§ Exercise requirements:
Whenever a line below includes the word "search", copy that line.

§ Dataset:
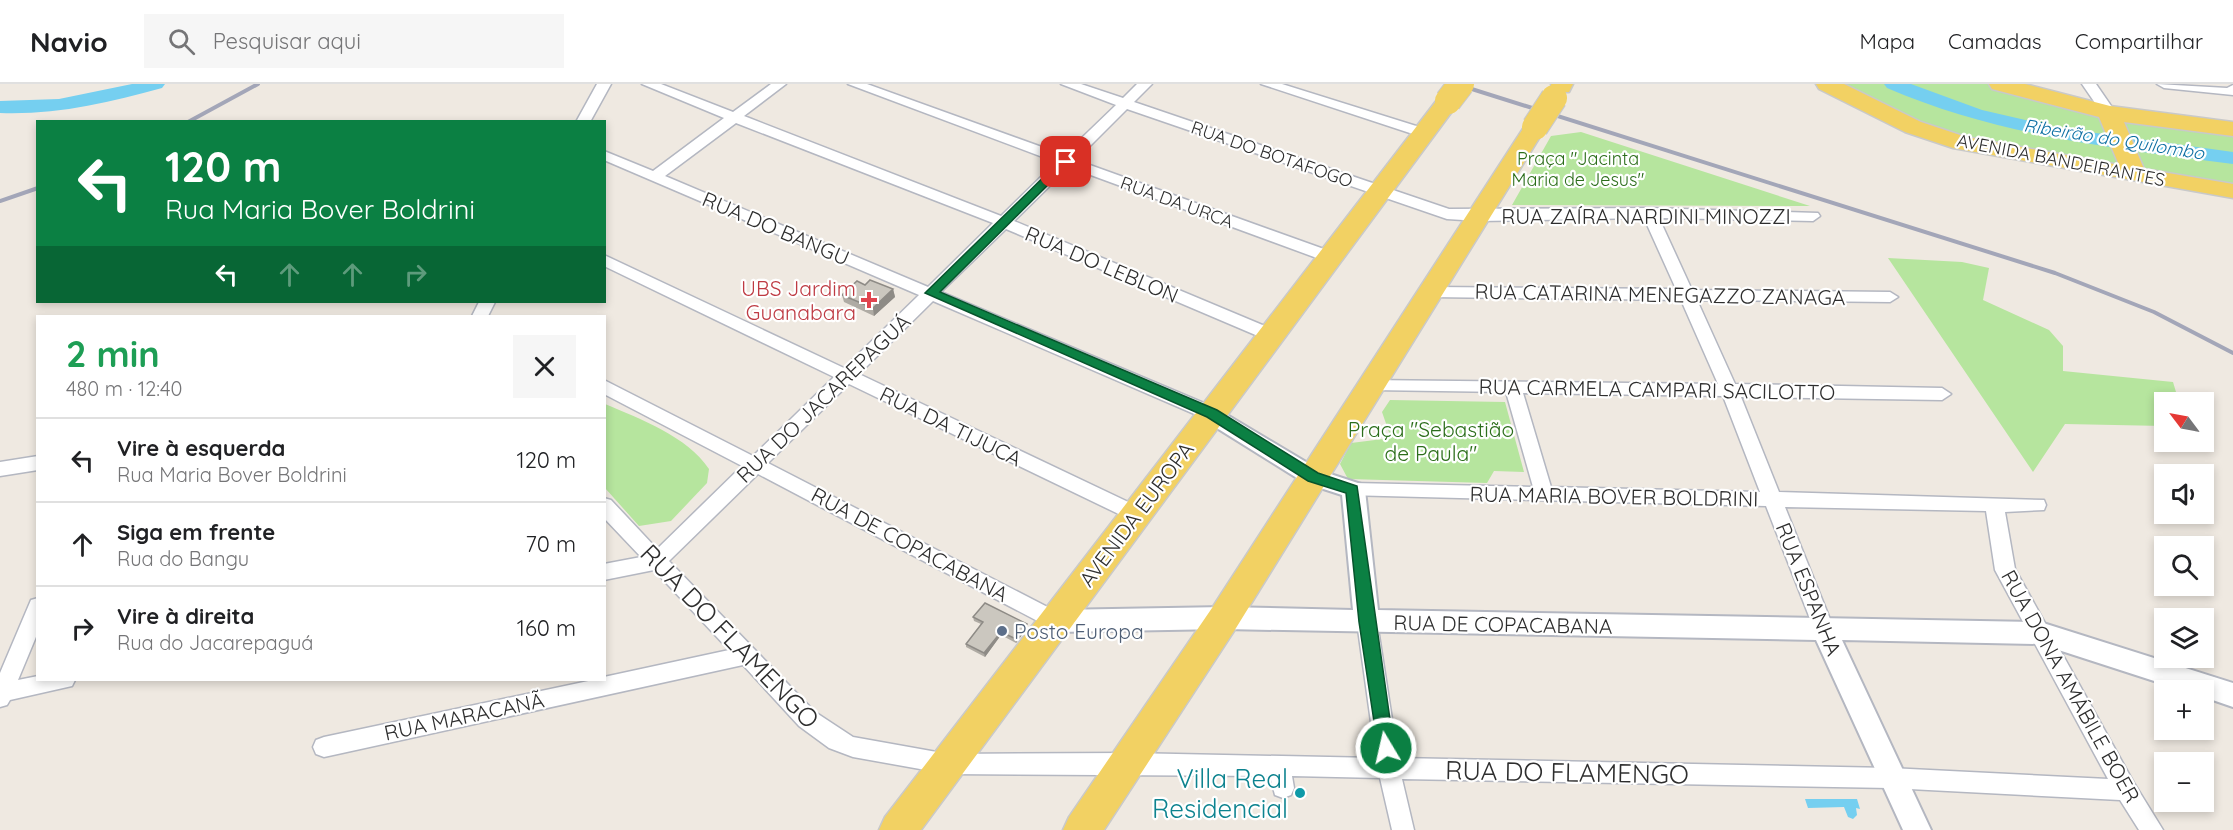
<!DOCTYPE html>
<html lang="pt">
<head>
<meta charset="utf-8">
<style>
	:root { --surface:#fff; --page:#f6f6f6; --text:#202124; --muted:#757577; --line:#e0e0e0 }
	body { margin:0; font-family:Quicksand,sans-serif; background:var(--page); color:var(--text); height:100vh; display:flex; flex-direction:column; font-size:22px; white-space:nowrap }
	* { box-sizing:border-box; margin:0 }
	p { font-size:20px; color:var(--muted) }
	.icon { flex:none; width:33px; height:33px; fill:none; stroke:currentColor; stroke-width:2; stroke-linecap:round; stroke-linejoin:round }
	.map { position:relative; flex:1; overflow:hidden }
	.side { position:absolute; left:36px; top:231px; width:570px; height:366px; display:flex; flex-direction:column; background:var(--surface); border-radius:0px; box-shadow:0 3px 9px #0003 }
	.side>* { flex:none }
	.banner { position:absolute; left:36px; top:36px; width:570px; height:183px; border-radius:0px; box-shadow:0 3px 9px #0003; background:#0b8043; color:#fff; overflow:hidden }
	.needle { width:39px; rotate:302deg }
	.fabs { position:absolute; left:2154px; top:308px; display:grid; gap:12px }
	.fabs a { display:grid; place-items:center; width:60px; height:60px; border-radius:0px; background:var(--surface); box-shadow:0 3px 9px #0003; font-size:30px }
	.pin { position:absolute; display:grid; place-items:center; width:51px; height:51px; color:#fff; margin:-26px; border-radius:12px; box-shadow:0 3px 9px #0006 }
	.me { position:absolute; width:66px; margin:-33px; rotate:351deg; stroke-linejoin:round; filter:drop-shadow(0 0 4px #0008) }
	.turn { display:flex; align-items:center; gap:21px; height:126px; padding:0 30px; font-size:27px }
	.turn .icon { width:78px; height:78px; stroke-width:2.5 }
	.turn b { display:block; font-size:42px; line-height:51px }
	.lanes { display:flex; align-items:center; height:57px; padding:0 30px; background:#0003; justify-content:center; gap:30px; direction:ltr }
	.lanes .off { opacity:.35 }
	.round { display:grid; place-items:center; flex:none; width:63px; height:63px; border-radius:0px; background:var(--page) }
	.headline { display:flex; align-items:center; justify-content:space-between; height:102px; padding:0 30px }
	h1 { font-size:36px; font-weight:700; line-height:45px; color:#1e9e55 }
	ul { padding:0; list-style:none }
	li { display:flex; align-items:center; gap:18px; height:84px; padding:0 30px; border-top:2px solid var(--line) }
	li div { flex:1 }
	li b { display:block; font-size:22px }
	li em { font-style:normal }
	header { display:flex; align-items:center; gap:36px; box-sizing:border-box; height:84px; padding:0 30px; background:var(--surface); border-bottom:2px solid var(--line) }
	header strong { font-size:28px }
	nav { display:flex; gap:33px; margin-inline-start:auto; font-size:21px }
	.search { width:420px; height:54px; background:var(--page); display:flex; align-items:center; gap:15px; box-sizing:border-box; padding:0 21px; border-radius:0px; color:var(--muted); font-size:22px }
	.map>svg:first-child { display:block }
	.green { fill:#b6e59e }
	.water { fill:#75cff0 }
	.lines { fill:none; stroke-linecap:round; stroke-linejoin:round }
	.river { fill:#75cff0; fill-rule:evenodd }
	.minor-casing { stroke:#b4b7c1; stroke-width:3 }
	.tertiary-casing { stroke:#b4b7c1; stroke-width:4 }
	.primary-casing { stroke:#c9c9c9; stroke-width:3 }
	.minor { fill:#fff; fill-rule:evenodd }
	.tertiary { fill:#fff; fill-rule:evenodd }
	.primary { fill:#f2d163; fill-rule:evenodd }
	.rail { stroke:#a3a6b8; stroke-width:4 }
	.primary-bridge-casing { stroke:#c9c9c9; stroke-width:28; stroke-linecap:butt }
	.primary-bridge { stroke:#f2d163; stroke-width:26 }
	.wall { fill:#afaba4 }
	.shaded-wall { fill:#8e8b86 }
	.building { fill:#cbc7bf; stroke:#8e8b86; stroke-width:1.5 }
	.route { fill:#0b8043; stroke:#07532c; stroke-width:1.5 }
	.health-dot { fill:#e0444e; stroke:#fff; stroke-width:2 }
	.service-dot { fill:#5c6f8a; stroke:#fff; stroke-width:2 }
	.culture-dot { fill:#0f9aa8; stroke:#fff; stroke-width:2 }
	.labels { text-anchor:middle; dominant-baseline:central; stroke-width:4.5; stroke-linejoin:round; paint-order:stroke }
	.far-water-label { font-size:18px; font-style:italic; fill:#0d6fa3; stroke:#fff }
	.far-street-label { font-size:18px; fill:#2e2e2e; stroke:#fff }
	.far-park-label { font-size:18px; fill:#2c6e1b; stroke:#fff }
	.street-label { font-size:21px; fill:#2e2e2e; stroke:#fff }
	.health-label { font-size:21px; fill:#be3a42; stroke:#fff; text-anchor:end }
	.park-label { font-size:21px; fill:#2c6e1b; stroke:#fff }
	.service-label { font-size:21px; fill:#4e5e75; stroke:#fff; text-anchor:start }
	.near-street-label { font-size:26px; fill:#2e2e2e; stroke:#fff }
	.near-culture-label { font-size:26px; fill:#0d838f; stroke:#fff; text-anchor:end }
</style>
</head>
<body>
<header>
<strong>Navio</strong>
<div class="search"><svg class="icon" aria-label="search" viewBox="0 0 24 24"><circle cx="10" cy="10" r="6"/><path d="M15 15l6 6"/></svg>Pesquisar aqui</div>
<nav><a>Mapa</a><a>Camadas</a><a>Compartilhar</a></nav>
</header>
<div class="map">
<svg width="2233" height="746" viewBox="0 0 2233 746">
	<rect width="100%" height="100%" fill="#efe9e1"/>
	<path class="green" d="M 1835,0 L 1988,0 L 2100,33 L 2119,80 L 2111,83 L 2030,69 L 1916,40 Z
		M 2124,35 L 2233,50 L 2233,103 L 2144,89 L 2119,38 Z
		M 1581,48 L 1810,122 L 1512,121 L 1551,52 Z
		M 1888,174 L 1962,178 L 1989,184 L 1983,216 L 2049,246 L 2063,262 L 2063,287 L 2173,298 L 2179,318 L 2164,318 L 2164,342 L 2065,340 L 2033,388 Z
		M 1390,316 L 1505,318 L 1524,388 L 1494,387 L 1487,399 L 1348,395 L 1340,380 L 1351,359 L 1391,354 L 1382,328 Z
		M 605,320 C 640,335 687,352 709,385 L 707,399 L 671,437 L 639,442 L 605,404 Z"/>
	<path class="water" d="M 1805,715 L 1857,715 L 1860,725 L 1856,724 L 1857,731 L 1853,735 L 1848,733 L 1844,723 L 1808,724 Z"/>
	<g class="lines">
		<path class="river" d="M 132,0 L 165,0 L 162,4 C 108,19 56,31 0,29 L 0,17 L 59,15 Z
			M 1884,0 L 1911,0 L 1982,26 L 2060,44 L 2233,68 L 2233,80 C 2115,64 1998,52 1887,4 Z"/>
		<g class="minor-casing">
			<path id="minor" d="M 597,0 L 611,0 L 590,38 L 576,38 Z
				M 642,0 L 661,0 L 733,28 L 771,0 L 786,0 L 744,32 L 1001,132 L 1056,78 L 848,0 L 867,0 L 1064,71 L 1116,21 L 1061,0 L 1081,0 L 1123,14 L 1137,0 L 1152,0 L 1134,18 L 1449,125 L 1649,124 L 1818,129 L 1820,132 L 1813,137 L 1659,134 L 1692,206 L 1890,208 L 1898,213 L 1890,218 L 1697,216 L 1735,300 L 1942,304 L 1951,310 L 1942,316 L 1741,313 L 1779,408 L 2044,416 L 2046,421 L 2044,426 L 2005,428 L 2015,485 L 2134,699 L 2163,746 L 2139,746 L 2120,716 L 1890,704 L 1402,695 L 1414,746 L 1392,746 L 1380,694 L 1292,692 L 1294,704 L 1291,711 L 1283,714 L 1275,711 L 1270,692 L 948,690 L 853,673 L 829,664 L 799,642 L 743,581 L 324,673 L 316,670 L 313,663 L 316,656 L 324,653 L 593,596 L 604,596 L 604,593 L 729,566 L 654,486 L 604,496 L 604,480 L 641,473 L 604,434 L 604,414 L 611,416 L 657,465 L 742,382 L 604,310 L 604,296 L 753,372 L 834,293 L 604,182 L 604,171 L 844,284 L 919,211 L 604,76 L 604,67 L 653,87 L 724,34 ZM 1127,25 L 1447,135 L 1479,137 L 1644,134 L 1676,205 L 1431,203 L 1423,208 L 1431,213 L 1681,216 L 1718,300 L 1366,296 L 1363,300 L 1372,306 L 1506,308 L 1533,403 L 1353,399 L 1346,401 L 1344,406 L 1346,411 L 1766,422 L 1814,545 L 1817,551 L 1824,554 L 1831,551 L 1834,545 L 1785,423 L 1986,427 L 1995,486 L 2108,695 L 1890,684 L 1398,674 L 1377,538 L 1374,532 L 1367,530 L 1360,532 L 1357,538 L 1376,674 L 1129,669 L 948,670 L 853,653 L 815,628 L 669,477 L 758,390 L 1049,543 L 1056,545 L 1063,543 L 1066,537 L 1063,531 L 768,379 L 849,300 L 1129,435 L 1136,437 L 1143,435 L 1145,430 L 1143,425 L 859,290 L 933,217 L 1206,335 L 1218,335 L 1221,330 L 1218,325 L 941,208 L 1006,145 L 1265,255 L 1277,255 L 1279,251 L 1277,247 L 1014,137 L 1069,83 L 1325,177 L 1330,178 L 1338,173 L 1335,169 L 1076,76 ZM 736,39 L 993,139 L 928,203 L 665,92 ZM 1523,309 L 1723,312 L 1760,408 L 1551,403 Z
				M 1261,0 L 1282,0 L 1429,46 L 1431,49 L 1429,52 L 1419,52 Z
				M 2082,0 L 2096,0 L 2116,29 L 2114,32 L 2104,32 Z
				M 2157,0 L 2227,4 L 2233,1 L 2233,11 L 2164,4 Z
				M 479,218 L 495,218 L 488,232 L 472,232 Z
				M 38,372 L 38,386 L 0,392 L 0,378 Z
				M 38,514 L 38,548 L 18,596 L 38,592 L 38,596 L 75,596 L 72,602 L 10,616 L 7,621 L 0,623 L 0,589 L 31,516 Z"/>
		</g>
		<g class="tertiary-casing">
			<path id="tertiary" d="M 1212,322 L 1321,387 L 1361,400 L 1365,406 L 1378,526 L 2040,538 L 2233,599 L 2233,623 L 2204,613 L 2204,606 L 2182,606 L 2040,560 L 1842,556 L 1931,746 L 1903,746 L 1816,556 L 1224,545 L 1056,548 L 1047,544 L 1043,537 L 1047,530 L 1056,526 L 1224,523 L 1353,526 L 1342,411 L 1305,399 L 1204,336 L 1201,330 L 1204,324 Z"/>
		</g>
		<g class="primary-casing">
			<path id="primary" d="M 1551,0 L 1573,0 L 1569,8 L 1553,8 Z
				M 1816,0 L 1844,0 L 1921,38 L 1966,53 L 2119,81 L 2099,33 L 1992,5 L 1989,0 L 2025,0 L 2110,22 L 2233,38 L 2233,52 L 2124,38 L 2144,85 L 2233,100 L 2233,114 L 1953,64 L 1905,48 L 1819,5 Z
				M 1448,10 L 1456,12 L 1459,17 L 1456,22 L 921,746 L 879,746 L 885,733 L 1440,12 Z
				M 1535,36 L 1543,38 L 1546,43 L 1236,544 L 1104,746 L 1063,746 L 1069,733 L 1212,524 L 1524,43 L 1527,38 Z"/>
		</g>
		<use href="#minor" class="minor"/>
		<use href="#tertiary" class="tertiary"/>
		<use href="#primary" class="primary"/>
		<path class="rail" d="M 1456,0 L 2055,189 L 2154,228 L 2233,269
			M 188,38 L 258,0
			M 0,117 L 38,104"/>
		<g class="primary-bridge-casing">
			<path id="primary-bridge" d="M 1448,17 L 1461,0
				M 1535,43 L 1554,14"/>
		</g>
		<use href="#primary-bridge" class="primary-bridge"/>
	</g>
	<path class="wall" d="M 865,201 L 893,205 L 895,213 L 874,232 L 844,218 L 842,211 Z
		M 973,533 L 1027,544 L 1016,559 L 1001,551 L 985,573 L 966,563 L 966,560 L 981,540 L 974,537 Z"/>
	<path class="shaded-wall" d="M 893,205 L 895,213 L 874,232 L 873,224 Z
		M 1027,540 L 1027,544 L 1016,559 L 1016,555 Z
		M 1001,548 L 1001,551 L 985,573 L 984,569 Z"/>
	<path class="building" d="M 870,196 L 893,205 L 873,224 L 842,211 L 857,197 L 865,201 Z
		M 985,519 L 1027,540 L 1016,555 L 1001,548 L 984,569 L 966,560 L 983,538 L 973,533 Z"/>
	<path class="route" d="M 1062,75 L 1071,78 L 940,208 L 1217,326 L 1318,389 L 1357,402 L 1394,664 L 1392,669 L 1386,671 L 1380,669 L 1378,664 L 1359,538 L 1346,409 L 1308,397 L 1207,333 L 925,209 Z"/>
	<path class="health-dot" d="M866 207h6v6h6v6h-6v6h-6v-6h-6v-6h6z"/>
	<circle class="service-dot" cx="1002" cy="547" r="6"/>
	<circle class="culture-dot" cx="1300" cy="709" r="6"/>
	<g class="labels">
		<g class="far-water-label">
			<text transform="translate(2114 55) rotate(9)">Ribeirão do Quilombo</text>
		</g>
		<g class="far-street-label">
			<text transform="translate(1272 70) rotate(19)">RUA DO BOTAFOGO</text>
			<text transform="translate(2061 76) rotate(11)">AVENIDA BANDEIRANTES</text>
			<text transform="translate(1177 118) rotate(20)">RUA DA URCA</text>
		</g>
		<g class="far-park-label">
			<text x="1578" y="74">Praça "Jacinta<tspan x="1578" dy="21">Maria de Jesus"</tspan></text>
		</g>
		<g class="street-label">
			<text x="1646" y="132">RUA ZAÍRA NARDINI MINOZZI</text>
			<text transform="translate(776 144) rotate(23)">RUA DO BANGU</text>
			<text transform="translate(1102 180) rotate(23)">RUA DO LEBLON</text>
			<text transform="translate(1660 210) rotate(1)">RUA CATARINA MENEGAZZO ZANAGA</text>
			<text transform="translate(1657 305) rotate(1)">RUA CARMELA CAMPARI SACILOTTO</text>
			<text transform="translate(823 314) rotate(-44)">RUA DO JACAREPAGUÁ</text>
			<text transform="translate(951 342) rotate(26)">RUA DA TIJUCA</text>
			<text transform="translate(1614 412) rotate(1)">RUA MARIA BOVER BOLDRINI</text>
			<text transform="translate(1136 430) rotate(-53)">AVENIDA EUROPA</text>
			<text transform="translate(910 460) rotate(28)">RUA DE COPACABANA</text>
			<text transform="translate(1809 505) rotate(68)">RUA ESPANHA</text>
			<text transform="translate(1503 540) rotate(1)">RUA DE COPACABANA</text>
			<text transform="translate(2071 602) rotate(61)">RUA DONA AMÁBILE BOER</text>
			<text transform="translate(464 632) rotate(-12)">RUA MARACANÃ</text>
		</g>
		<g class="health-label">
			<text x="856" y="204">UBS Jardim<tspan x="856" dy="24">Guanabara</tspan></text>
		</g>
		<g class="park-label">
			<text x="1431" y="345">Praça "Sebastião<tspan x="1431" dy="24">de Paula"</tspan></text>
		</g>
		<g class="service-label">
			<text x="1014" y="547">Posto Europa</text>
		</g>
		<g class="near-street-label">
			<text transform="translate(730 552) rotate(46)">RUA DO FLAMENGO</text>
			<text transform="translate(1567 688) rotate(1)">RUA DO FLAMENGO</text>
		</g>
		<g class="near-culture-label">
			<text x="1288" y="694">Villa Real<tspan x="1288" dy="30">Residencial</tspan></text>
		</g>
	</g>
</svg>
<div class="fabs">
<a><svg class="needle" viewBox="-14 -14 28 28"><path d="M0-13l5 13h-10z" fill="#e53935"/><path d="M0 13l5-13h-10z" fill="#757577"/></svg></a>
<a><svg class="icon" aria-label="sound" viewBox="0 0 24 24"><path d="M4 9h4l5-4v14l-5-4H4zM17 9q2 3 0 6"/></svg></a>
<a><svg class="icon" aria-label="search" viewBox="0 0 24 24"><circle cx="10" cy="10" r="6"/><path d="M15 15l6 6"/></svg></a>
<a><svg class="icon" aria-label="layers" viewBox="0 0 24 24"><path d="M12 4l9 5-9 5-9-5zM3 14l9 5 9-5"/></svg></a>
<a>+</a>
<a>−</a>
</div>
<div class="pin" style="left:1066px;top:78px;background:#d93025"><svg class="icon" aria-label="arrive" viewBox="0 0 24 24"><path d="M6 21V4h12l-3 4 3 4H6"/></svg></div>
<svg class="me" style="left:1386px;top:664px" viewBox="-20 -20 40 40"><circle r="17" fill="#0b8043" stroke="#fff" stroke-width="3"/><path d="M0-11L8 9 0 5-8 9z" fill="#fff"/></svg>
<div class="banner">
<div class="turn"><svg class="icon" aria-label="left" viewBox="0 0 24 24"><path d="M17 20v-9H6M10 6l-5 5 5 5"/></svg><div><b>120 m</b>Rua Maria Bover Boldrini</div></div>
<div class="lanes"><svg class="icon" aria-label="left" viewBox="0 0 24 24"><path d="M17 20v-9H6M10 6l-5 5 5 5"/></svg><svg class="icon off" aria-label="ahead" viewBox="0 0 24 24"><path d="M12 20V5M6 11l6-6 6 6"/></svg><svg class="icon off" aria-label="ahead" viewBox="0 0 24 24"><path d="M12 20V5M6 11l6-6 6 6"/></svg><svg class="icon off" aria-label="right" viewBox="0 0 24 24"><path d="M7 20v-9h11M14 6l5 5-5 5"/></svg></div>
</div>
<section class="side">
<div class="headline"><div><h1>2 min</h1><p>480 m · 12:40</p></div><a class="round"><svg class="icon" aria-label="close" viewBox="0 0 24 24"><path d="M6 6l12 12M18 6L6 18"/></svg></a></div>
<ul>
<li><svg class="icon" aria-label="left" viewBox="0 0 24 24"><path d="M17 20v-9H6M10 6l-5 5 5 5"/></svg><div><b>Vire à esquerda</b><p>Rua Maria Bover Boldrini</p></div><em>120 m</em></li>
<li><svg class="icon" aria-label="ahead" viewBox="0 0 24 24"><path d="M12 20V5M6 11l6-6 6 6"/></svg><div><b>Siga em frente</b><p>Rua do Bangu</p></div><em>70 m</em></li>
<li><svg class="icon" aria-label="right" viewBox="0 0 24 24"><path d="M7 20v-9h11M14 6l5 5-5 5"/></svg><div><b>Vire à direita</b><p>Rua do Jacarepaguá</p></div><em>160 m</em></li>
</ul>
</section>
</div>
</body>
</html>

§ Task result:
	.search { width:420px; height:54px; background:var(--page); display:flex; align-items:center; gap:15px; box-sizing:border-box; padding:0 21px; border-radius:0px; color:var(--muted); font-size:22px }
<div class="search"><svg class="icon" aria-label="search" viewBox="0 0 24 24"><circle cx="10" cy="10" r="6"/><path d="M15 15l6 6"/></svg>Pesquisar aqui</div>
<a><svg class="icon" aria-label="search" viewBox="0 0 24 24"><circle cx="10" cy="10" r="6"/><path d="M15 15l6 6"/></svg></a>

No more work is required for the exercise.